# Exercise aim
When the string "turn" is part of a line in the data below, report the whole line.

━━━━━ Records for this task

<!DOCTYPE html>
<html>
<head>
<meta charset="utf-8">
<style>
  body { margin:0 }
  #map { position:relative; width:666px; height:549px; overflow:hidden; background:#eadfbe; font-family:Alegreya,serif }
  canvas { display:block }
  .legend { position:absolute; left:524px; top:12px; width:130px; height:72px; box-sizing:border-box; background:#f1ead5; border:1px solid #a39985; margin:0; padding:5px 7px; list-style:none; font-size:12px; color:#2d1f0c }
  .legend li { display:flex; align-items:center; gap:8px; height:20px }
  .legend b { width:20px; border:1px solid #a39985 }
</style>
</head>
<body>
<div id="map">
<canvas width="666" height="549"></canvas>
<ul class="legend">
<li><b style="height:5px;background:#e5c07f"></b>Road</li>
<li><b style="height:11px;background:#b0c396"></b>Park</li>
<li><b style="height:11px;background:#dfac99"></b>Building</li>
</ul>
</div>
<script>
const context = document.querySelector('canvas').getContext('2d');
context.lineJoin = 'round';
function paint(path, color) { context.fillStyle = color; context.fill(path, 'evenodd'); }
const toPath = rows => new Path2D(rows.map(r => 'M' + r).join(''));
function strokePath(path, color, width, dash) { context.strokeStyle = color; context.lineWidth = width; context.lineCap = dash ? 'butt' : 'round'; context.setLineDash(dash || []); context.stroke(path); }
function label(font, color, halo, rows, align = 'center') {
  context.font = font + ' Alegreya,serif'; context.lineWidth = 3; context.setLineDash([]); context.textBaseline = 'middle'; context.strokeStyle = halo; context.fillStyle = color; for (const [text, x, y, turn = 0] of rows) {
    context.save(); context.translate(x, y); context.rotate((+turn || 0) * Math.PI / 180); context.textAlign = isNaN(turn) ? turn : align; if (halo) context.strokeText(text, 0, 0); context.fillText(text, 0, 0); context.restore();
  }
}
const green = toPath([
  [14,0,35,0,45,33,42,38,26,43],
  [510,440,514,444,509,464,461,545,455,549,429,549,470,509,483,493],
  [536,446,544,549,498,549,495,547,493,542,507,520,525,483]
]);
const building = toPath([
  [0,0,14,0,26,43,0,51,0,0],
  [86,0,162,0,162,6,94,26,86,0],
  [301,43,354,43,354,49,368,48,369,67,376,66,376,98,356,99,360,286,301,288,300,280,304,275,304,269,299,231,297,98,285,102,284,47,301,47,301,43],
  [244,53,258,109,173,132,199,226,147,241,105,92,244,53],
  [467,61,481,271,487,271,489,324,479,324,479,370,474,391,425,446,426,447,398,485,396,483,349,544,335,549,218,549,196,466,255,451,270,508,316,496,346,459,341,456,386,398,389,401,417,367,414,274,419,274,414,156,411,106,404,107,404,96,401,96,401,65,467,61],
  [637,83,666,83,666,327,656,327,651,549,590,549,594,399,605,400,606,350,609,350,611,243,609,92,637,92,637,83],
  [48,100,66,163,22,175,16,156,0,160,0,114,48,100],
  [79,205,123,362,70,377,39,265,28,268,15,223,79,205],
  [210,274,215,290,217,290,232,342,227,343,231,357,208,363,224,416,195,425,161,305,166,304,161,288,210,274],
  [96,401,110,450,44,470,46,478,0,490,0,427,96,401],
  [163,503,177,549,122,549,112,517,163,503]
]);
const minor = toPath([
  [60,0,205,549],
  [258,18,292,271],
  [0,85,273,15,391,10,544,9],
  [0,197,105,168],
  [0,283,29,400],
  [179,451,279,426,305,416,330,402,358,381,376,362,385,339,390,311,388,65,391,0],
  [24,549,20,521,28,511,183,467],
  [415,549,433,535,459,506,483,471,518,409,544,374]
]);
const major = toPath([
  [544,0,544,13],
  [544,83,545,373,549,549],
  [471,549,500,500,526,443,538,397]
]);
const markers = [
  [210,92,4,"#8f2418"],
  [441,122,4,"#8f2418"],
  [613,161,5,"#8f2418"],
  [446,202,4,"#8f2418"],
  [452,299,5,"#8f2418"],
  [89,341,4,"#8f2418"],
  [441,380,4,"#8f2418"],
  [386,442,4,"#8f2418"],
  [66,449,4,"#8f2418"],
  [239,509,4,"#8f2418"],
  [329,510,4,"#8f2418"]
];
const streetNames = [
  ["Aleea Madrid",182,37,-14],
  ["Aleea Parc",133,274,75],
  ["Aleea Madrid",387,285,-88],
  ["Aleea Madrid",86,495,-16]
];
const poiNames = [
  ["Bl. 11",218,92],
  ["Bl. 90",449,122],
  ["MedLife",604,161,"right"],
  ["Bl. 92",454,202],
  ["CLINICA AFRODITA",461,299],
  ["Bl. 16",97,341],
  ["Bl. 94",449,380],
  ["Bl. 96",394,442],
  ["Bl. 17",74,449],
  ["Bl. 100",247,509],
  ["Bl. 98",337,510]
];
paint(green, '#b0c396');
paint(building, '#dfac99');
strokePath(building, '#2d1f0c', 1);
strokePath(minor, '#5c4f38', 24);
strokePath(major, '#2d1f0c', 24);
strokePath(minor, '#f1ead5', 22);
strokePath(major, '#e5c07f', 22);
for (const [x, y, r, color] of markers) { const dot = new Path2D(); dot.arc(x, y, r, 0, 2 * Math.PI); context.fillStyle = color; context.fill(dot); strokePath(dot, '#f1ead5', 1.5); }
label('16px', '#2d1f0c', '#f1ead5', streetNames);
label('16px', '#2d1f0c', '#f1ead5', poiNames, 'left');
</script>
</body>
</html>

━━━━━━━━━━

# Written solution
  context.font = font + ' Alegreya,serif'; context.lineWidth = 3; context.setLineDash([]); context.textBaseline = 'middle'; context.strokeStyle = halo; context.fillStyle = color; for (const [text, x, y, turn = 0] of rows) {
    context.save(); context.translate(x, y); context.rotate((+turn || 0) * Math.PI / 180); context.textAlign = isNaN(turn) ? turn : align; if (halo) context.strokeText(text, 0, 0); context.fillText(text, 0, 0); context.restore();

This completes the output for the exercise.